Anyway, that money isn't for YOUR special kid only. (I'm using the royal "YOUR") That money goes to the creation and maintenance classrooms, cafeterias, playgrounds, gyms, football, baseball and basketball fields, labs, libraries, teachers', maintenance and administrator salaries.
These things belong to the community that paid for and maintained it. "YOUR" precious 5-year has the right to access all this wonderful stuff for free, that the local community committed to and maintained with everybody's money, without concern of being denied due to skin color, religion, disability or if their parents are gay.
originally posted by: Mahogany
Hypothetical question...
Satanism is Christianity. Satan comes from the Bible and was outcast by God, who is Jesus, who will come back and defeat Satan once again in the end. All in the Bible.
If public funding for Christian schools goes through, can the Church of Satan, as a Christian denomination, also apply for public funding to open up a school?
What other non-Christian religions should we also publicly fund?
Right. So the proles pay into the system, and “YOU”/elites decide how they can access it.
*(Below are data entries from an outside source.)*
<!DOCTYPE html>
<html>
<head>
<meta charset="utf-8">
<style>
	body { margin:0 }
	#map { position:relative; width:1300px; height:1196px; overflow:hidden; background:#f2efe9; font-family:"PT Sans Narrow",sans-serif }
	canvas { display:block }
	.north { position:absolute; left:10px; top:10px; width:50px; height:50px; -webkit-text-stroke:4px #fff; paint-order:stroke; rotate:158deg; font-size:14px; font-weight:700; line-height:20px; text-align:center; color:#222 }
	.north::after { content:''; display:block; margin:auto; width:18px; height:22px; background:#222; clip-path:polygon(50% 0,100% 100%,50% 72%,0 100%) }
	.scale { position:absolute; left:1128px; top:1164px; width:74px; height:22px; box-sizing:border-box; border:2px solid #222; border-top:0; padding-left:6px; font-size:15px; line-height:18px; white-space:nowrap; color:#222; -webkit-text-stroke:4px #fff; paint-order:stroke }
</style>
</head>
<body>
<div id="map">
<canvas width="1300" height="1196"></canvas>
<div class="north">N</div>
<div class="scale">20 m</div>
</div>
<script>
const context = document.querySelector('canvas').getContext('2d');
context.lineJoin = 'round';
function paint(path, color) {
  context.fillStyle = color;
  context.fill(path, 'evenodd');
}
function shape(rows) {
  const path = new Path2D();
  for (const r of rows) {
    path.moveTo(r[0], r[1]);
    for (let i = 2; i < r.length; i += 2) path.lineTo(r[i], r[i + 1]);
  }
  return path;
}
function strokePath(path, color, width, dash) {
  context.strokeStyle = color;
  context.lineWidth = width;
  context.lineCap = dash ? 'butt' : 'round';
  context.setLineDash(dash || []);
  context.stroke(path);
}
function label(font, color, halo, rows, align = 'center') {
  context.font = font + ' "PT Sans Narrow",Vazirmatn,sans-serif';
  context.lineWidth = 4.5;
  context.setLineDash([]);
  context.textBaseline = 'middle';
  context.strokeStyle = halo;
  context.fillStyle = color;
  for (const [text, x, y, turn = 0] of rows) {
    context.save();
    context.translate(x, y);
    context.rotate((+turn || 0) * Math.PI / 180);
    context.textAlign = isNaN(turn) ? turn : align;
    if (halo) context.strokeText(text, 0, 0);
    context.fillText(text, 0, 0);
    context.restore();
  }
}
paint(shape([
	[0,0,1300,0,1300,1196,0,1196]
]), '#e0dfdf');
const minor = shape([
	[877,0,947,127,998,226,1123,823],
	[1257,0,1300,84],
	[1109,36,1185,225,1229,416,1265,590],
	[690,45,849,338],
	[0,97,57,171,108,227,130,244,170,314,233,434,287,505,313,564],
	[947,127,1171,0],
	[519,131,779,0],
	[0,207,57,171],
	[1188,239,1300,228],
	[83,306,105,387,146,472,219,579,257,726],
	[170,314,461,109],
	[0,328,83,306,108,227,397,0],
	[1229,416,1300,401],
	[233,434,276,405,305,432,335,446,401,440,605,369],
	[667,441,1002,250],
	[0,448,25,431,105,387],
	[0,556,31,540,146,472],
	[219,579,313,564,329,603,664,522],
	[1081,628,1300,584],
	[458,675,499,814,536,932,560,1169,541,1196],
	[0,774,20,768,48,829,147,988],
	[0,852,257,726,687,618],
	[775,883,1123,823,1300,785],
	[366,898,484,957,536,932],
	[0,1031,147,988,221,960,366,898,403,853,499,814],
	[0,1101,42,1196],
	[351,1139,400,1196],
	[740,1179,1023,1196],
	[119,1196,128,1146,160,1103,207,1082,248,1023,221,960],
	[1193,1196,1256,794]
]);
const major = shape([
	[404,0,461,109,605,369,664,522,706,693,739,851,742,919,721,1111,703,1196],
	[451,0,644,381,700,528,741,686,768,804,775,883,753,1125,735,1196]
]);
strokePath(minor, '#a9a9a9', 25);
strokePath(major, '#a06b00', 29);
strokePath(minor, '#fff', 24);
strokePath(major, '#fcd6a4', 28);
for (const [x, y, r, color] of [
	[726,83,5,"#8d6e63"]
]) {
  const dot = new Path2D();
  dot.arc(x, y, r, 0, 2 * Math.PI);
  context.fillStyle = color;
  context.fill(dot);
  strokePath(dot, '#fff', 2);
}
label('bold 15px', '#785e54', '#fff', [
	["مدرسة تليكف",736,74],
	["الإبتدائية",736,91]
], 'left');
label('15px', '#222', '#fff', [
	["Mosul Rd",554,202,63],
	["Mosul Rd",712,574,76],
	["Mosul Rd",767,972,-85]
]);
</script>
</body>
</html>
originally posted by: Sookiechacha
a reply to: tovenar
Right. So the proles pay into the system, and “YOU”/elites decide how they can access it.
Wrong.
You're talking about people who don't want to access the public school system. You're talking about people who want to take from the system in place, paid for by generations of taxpayers, and build their own private system that doesn't have to let all of the others in.
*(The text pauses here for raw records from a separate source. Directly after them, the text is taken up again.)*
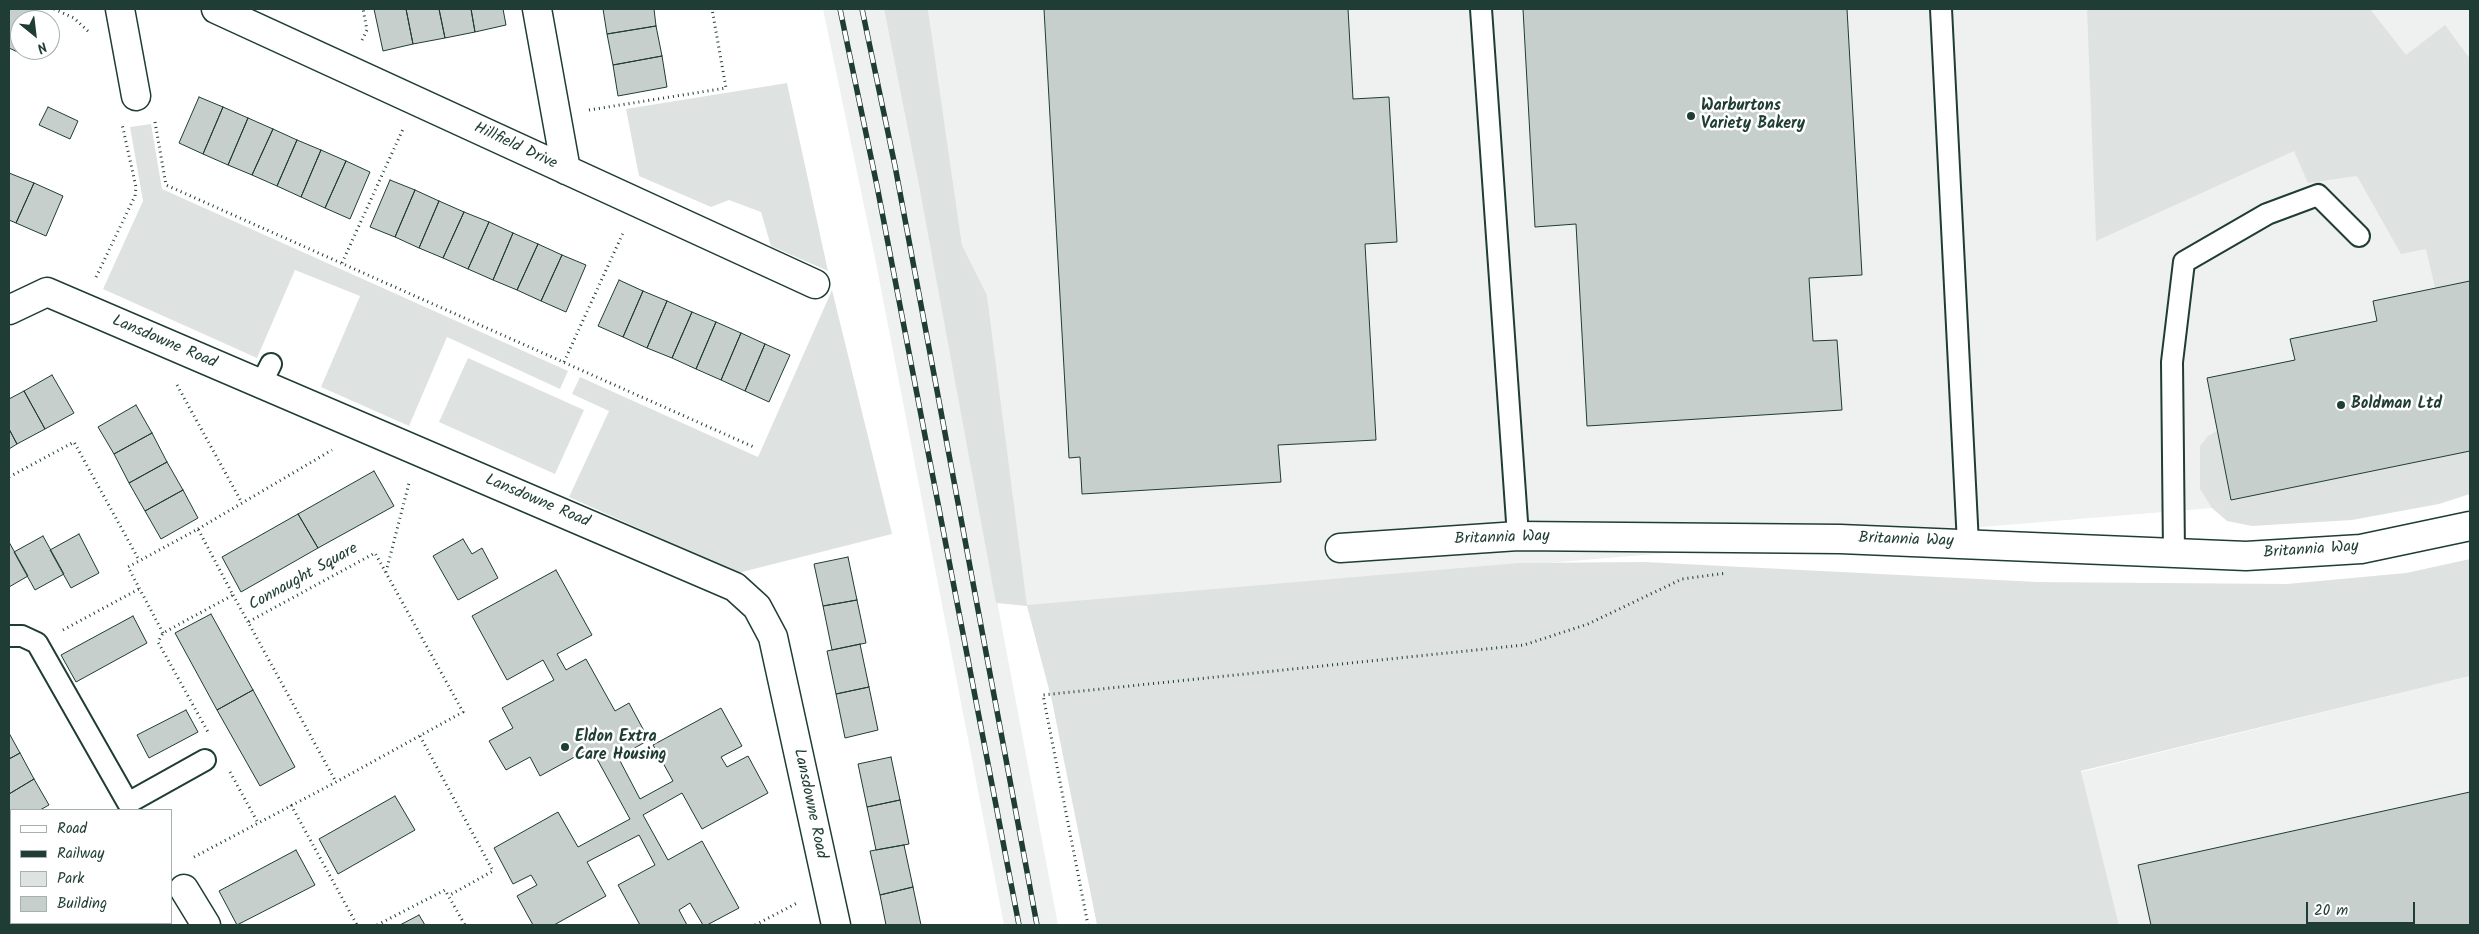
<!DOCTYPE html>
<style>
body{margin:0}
#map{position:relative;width:2479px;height:934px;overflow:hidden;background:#fff;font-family:Kalam,sans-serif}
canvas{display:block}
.frame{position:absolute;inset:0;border:10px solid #1f3d34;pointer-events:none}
.legend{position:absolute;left:10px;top:809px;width:162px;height:115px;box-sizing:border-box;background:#fff;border:1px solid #a5b1ae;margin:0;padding:6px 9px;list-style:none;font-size:15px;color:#1f3d34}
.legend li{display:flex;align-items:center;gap:10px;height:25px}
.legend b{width:25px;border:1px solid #a5b1ae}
.north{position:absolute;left:10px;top:10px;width:50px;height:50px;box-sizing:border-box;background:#fff;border:1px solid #a5b1ae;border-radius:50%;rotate:151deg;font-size:14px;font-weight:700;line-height:20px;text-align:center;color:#1f3d34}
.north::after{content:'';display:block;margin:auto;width:18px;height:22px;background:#1f3d34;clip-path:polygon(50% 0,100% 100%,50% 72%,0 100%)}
.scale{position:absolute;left:2306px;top:902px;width:109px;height:22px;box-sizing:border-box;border:2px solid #1f3d34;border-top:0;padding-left:6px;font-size:15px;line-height:18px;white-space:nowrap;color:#1f3d34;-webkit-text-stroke:4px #fff;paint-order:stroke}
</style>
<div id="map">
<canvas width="2479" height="934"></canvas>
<div class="frame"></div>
<ul class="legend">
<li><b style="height:6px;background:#fff"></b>Road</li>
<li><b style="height:6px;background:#1f3d34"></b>Railway</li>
<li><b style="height:14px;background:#dee3e2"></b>Park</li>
<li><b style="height:14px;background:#c7cfcc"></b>Building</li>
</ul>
<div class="north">N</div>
<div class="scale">20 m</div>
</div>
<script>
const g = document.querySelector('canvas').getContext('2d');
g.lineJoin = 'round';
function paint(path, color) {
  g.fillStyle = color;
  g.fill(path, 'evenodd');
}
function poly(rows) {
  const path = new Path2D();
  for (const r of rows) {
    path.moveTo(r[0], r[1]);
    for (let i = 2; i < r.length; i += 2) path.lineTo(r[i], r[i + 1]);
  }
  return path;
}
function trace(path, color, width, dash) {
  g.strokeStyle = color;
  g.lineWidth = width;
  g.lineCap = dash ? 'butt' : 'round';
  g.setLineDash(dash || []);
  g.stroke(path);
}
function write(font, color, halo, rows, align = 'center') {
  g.font = font + ' Kalam,sans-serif';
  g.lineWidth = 5;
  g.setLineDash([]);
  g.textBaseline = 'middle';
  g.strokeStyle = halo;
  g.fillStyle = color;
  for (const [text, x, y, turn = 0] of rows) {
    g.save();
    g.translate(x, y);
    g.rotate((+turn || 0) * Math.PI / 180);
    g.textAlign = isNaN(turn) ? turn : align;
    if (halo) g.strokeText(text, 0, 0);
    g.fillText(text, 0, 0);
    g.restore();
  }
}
const built = poly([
 [823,9,884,9,919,186,1058,925,1004,925,876,263],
 [928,9,2470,9,2470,469,2334,506,2212,508,1027,606,987,295,962,245],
 [2470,676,2470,925,2119,925,2081,772]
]);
const green = poly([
 [884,9,928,9,962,245,987,295,1027,605,1519,563,1645,562,2037,582,2287,584,2406,573,2470,559,2470,676,2081,771,2119,925,1097,925,1052,701,1027,606,996,603,919,186],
 [2087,9,2370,9,2406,55,2445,25,2470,59,2470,282,2435,288,2426,249,2401,254,2357,176,2308,183,2294,151,2096,241],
 [787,83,828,271,771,246,761,212,729,200,711,207,639,176,626,109],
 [151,124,162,189,568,371,560,389,447,337,409,426,321,387,360,296,295,270,257,358,103,289,143,201,130,127],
 [832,290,892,534,738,573,569,497,609,411,572,394,580,377,758,457],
 [468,358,584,410,555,474,439,422],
 [2217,431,2232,500,2470,451,2470,494,2439,504,2352,520,2252,526,2227,521,2212,508,2200,489,2200,446,2208,436]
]);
const building = poly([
 [9,9,31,9,43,14,40,20,20,20,20,50,27,50,24,55,9,48,9,9],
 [374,9,406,9,413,44,383,51,374,9],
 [406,9,439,9,445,38,413,44,406,9],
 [439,9,471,9,475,32,445,38,439,9],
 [471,9,503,9,506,25,475,32,471,9],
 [603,9,654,9,656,26,607,34,603,9],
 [1044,9,1348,9,1353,99,1389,97,1397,242,1365,244,1376,440,1278,445,1281,482,1082,494,1080,457,1069,458,1044,9],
 [1523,9,1847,9,1862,275,1809,278,1813,341,1837,340,1842,410,1587,426,1576,224,1535,227,1523,9],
 [656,26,662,56,613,65,607,34,656,26],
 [662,56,667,87,618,96,613,65,662,56],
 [199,97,223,107,203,154,179,143,199,97],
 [48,107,78,121,70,139,39,125,48,107],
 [223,107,248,118,228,165,203,154,223,107],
 [248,118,273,129,252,175,228,165,248,118],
 [273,129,297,140,277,186,252,175,273,129],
 [297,140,321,150,301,197,277,186,297,140],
 [321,150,346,161,325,208,301,197,321,150],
 [346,161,370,172,350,219,325,208,346,161],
 [9,173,34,183,16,223,9,220,9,173],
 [390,180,415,190,395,237,370,227,390,180],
 [34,183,63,196,46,236,16,223,34,183],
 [415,190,439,201,419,248,395,237,415,190],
 [439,201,464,212,443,258,419,248,439,201],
 [464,212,489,222,468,269,443,258,464,212],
 [489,222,513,233,493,280,468,269,489,222],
 [513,233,538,244,517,290,493,280,513,233],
 [538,244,562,255,541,301,517,290,538,244],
 [562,255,586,265,566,312,541,301,562,255],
 [619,280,643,291,623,337,598,326,619,280],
 [2470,281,2470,451,2231,500,2207,378,2295,360,2290,339,2377,321,2373,301,2470,281],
 [643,291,667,301,647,348,623,337,643,291],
 [667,301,692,312,672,358,647,348,667,301],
 [692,312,716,322,696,369,672,358,692,312],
 [716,322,741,333,721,380,696,369,716,322],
 [741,333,765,344,745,391,721,380,741,333],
 [765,344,790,355,769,402,745,391,765,344],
 [52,375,74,413,45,429,24,391,52,375],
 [24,391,45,429,17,444,9,429,9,399,24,391],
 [136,405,152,433,114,454,98,427,136,405],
 [9,429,17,444,9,449,9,429],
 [152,433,167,462,129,483,114,454,152,433],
 [167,462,183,490,145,511,129,483,167,462],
 [374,471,394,506,318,548,298,514,374,471],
 [183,490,198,518,161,539,145,511,183,490],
 [298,514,318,548,241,592,222,557,298,514],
 [79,534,99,573,71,588,50,550,79,534],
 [43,536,64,574,35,590,14,552,43,536],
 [463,539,472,554,482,548,498,578,458,600,433,556,463,539],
 [9,542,28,576,9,587,9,542],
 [848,557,857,600,823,606,814,564,848,557],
 [556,570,592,635,557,654,566,670,586,659,615,711,629,703,649,740,618,757,640,799,673,781,653,745,721,708,742,746,721,757,727,767,748,756,768,793,702,829,682,793,643,815,668,860,702,841,739,908,707,925,703,925,690,903,679,910,687,925,640,925,618,885,655,865,639,835,587,862,606,896,554,925,533,925,517,896,537,885,531,875,513,884,494,848,558,812,578,847,630,819,591,748,540,776,530,757,506,770,489,741,513,728,502,708,554,680,543,660,507,680,472,616,556,570],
 [857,600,866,643,832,650,823,606,857,600],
 [211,614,253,690,217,710,175,633,211,614],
 [133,616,147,643,76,682,61,655,133,616],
 [860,644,869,687,836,694,827,651,860,644],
 [869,687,878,730,845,738,836,694,869,687],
 [253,690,295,767,260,786,217,710,253,690],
 [186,710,198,732,149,758,137,735,186,710],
 [9,733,20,753,9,759,9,733],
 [20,753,34,779,9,794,9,759,20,753],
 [891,757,900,800,867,807,858,764,891,757],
 [34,779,49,805,40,810,11,810,10,827,9,794,34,779],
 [2470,792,2470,925,2151,925,2138,865,2470,792],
 [395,796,415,830,338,874,319,839,395,796],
 [900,800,909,844,876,850,867,807,900,800],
 [904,845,913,887,880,895,870,851,904,845],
 [296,850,315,885,237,925,219,891,296,850],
 [913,887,921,925,886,925,880,895,913,887],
 [419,915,425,925,400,925,419,915]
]);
const path = poly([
 [54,9,74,18,90,33],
 [362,40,367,30,363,9],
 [589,110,726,88,712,9],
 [155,122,166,185,756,448],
 [342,263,403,129],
 [96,277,135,196,136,187,122,124],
 [564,362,623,233],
 [177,385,242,503],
 [9,477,74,442,139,560],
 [198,529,332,450],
 [386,572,409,483],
 [233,595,248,622],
 [63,630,139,589],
 [163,633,128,567,198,529,233,595,163,633,158,642,208,732],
 [420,736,493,871,448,896],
 [230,772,258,823],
 [291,805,357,925],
 [194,857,336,782,463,712,375,553,248,622,336,782],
 [68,925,72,923],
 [377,925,445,890,465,925],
 [755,925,799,902],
 [1088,925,1043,695,1524,645,1588,624,1682,579,1727,573]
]);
const lane = poly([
 [1481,9,1518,536],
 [1941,9,1968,544],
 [261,384,271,364],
 [2174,553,2172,362,2184,262,2267,214,2318,195,2359,236],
 [9,636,22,636,37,643,128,803,205,760]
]);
const street = poly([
 [120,9,136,96],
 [216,9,815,284],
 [537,9,566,170],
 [9,310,47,292,735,587,757,607,773,637,836,925],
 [1340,548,1518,536,1840,539,2246,556,2361,549,2470,526],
 [184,889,206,925]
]);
const rail = poly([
 [840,9,877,186,1019,925],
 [862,9,895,166,1037,925]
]);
const markers = [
 [1691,116,5,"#1f3d34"],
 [2341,405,5,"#1f3d34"],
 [565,747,5,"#1f3d34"]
];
const poiNames = [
 ["Warburtons",1701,107],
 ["Variety Bakery",1701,125],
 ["Boldman Ltd",2351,405],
 ["Eldon Extra",575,738],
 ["Care Housing",575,756]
];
const streetNames = [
 ["Hillfield Drive",515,147,25],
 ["Lansdowne Road",164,343,23],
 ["Lansdowne Road",537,502,23],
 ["Britannia Way",1502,539,-2],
 ["Britannia Way",1906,541,2],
 ["Britannia Way",2311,551,-4],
 ["Connaught Square",304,578,-29],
 ["Lansdowne Road",809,804,78]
];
paint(built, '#eef1f0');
paint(green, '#dee3e2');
paint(building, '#c7cfcc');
trace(building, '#1f3d34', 1);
trace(lane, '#1f3d34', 24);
trace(street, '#1f3d34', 31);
trace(path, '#1f3d34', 3, [1, 4]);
trace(lane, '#fff', 20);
trace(street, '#fff', 28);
trace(rail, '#1f3d34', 5.5);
trace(rail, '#fff', 4, [11]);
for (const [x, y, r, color] of markers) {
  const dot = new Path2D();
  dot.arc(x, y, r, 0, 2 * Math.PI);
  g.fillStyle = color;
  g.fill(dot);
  trace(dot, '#fff', 2);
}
write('bold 16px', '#1f3d34', '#fff', poiNames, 'left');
write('16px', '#1f3d34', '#fff', streetNames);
</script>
You are talking about people who are too selfish to allow public fund to go to public education. You're talking about people who want to take those public funds to make private safe spaces, where only certain kinds of people are welcome.
originally posted by: Threadbare
a reply to: tovenar
The Supremacy Clause disagrees with you.
originally posted by: Mahogany
a reply to: JAGStorm
In their blind greed for the almighty public dollar, these doorknobs are forgetting that inviting the government to regulate you is a recipe for disaster. It also makes this attempt, thankfully, unconstitutional.
The right to a religious school exists today, without any restrictions. Anyone can open one up, any parent can send their kids to one. But, publicly funding them means that from that point on, the government now decides where a school is built, what is taught, who can go there and so on. You take the money, you accept the oversight and all the laws and rules that come with it and that apply to everyone else equally.
And since the government cannot regulate or interfere with religion, it makes this whole thing unconstitutional.
originally posted by: Sookiechacha
a reply to: tovenar
These things belong to the community that paid for and maintained it. "YOUR" precious 5-year has the right to access all this wonderful stuff for free, that the local community committed to and maintained with everybody's money, without concern of being denied due to skin color, religion, disability or if their parents are gay.
originally posted by: Sookiechacha
a reply to: tovenar
You're talking about people who don't want to access the public school system.
You are talking about people who are too selfish to allow public fund to go to public education. You're talking about people who want to take those public funds to make private safe spaces, where only certain kinds of people are welcome.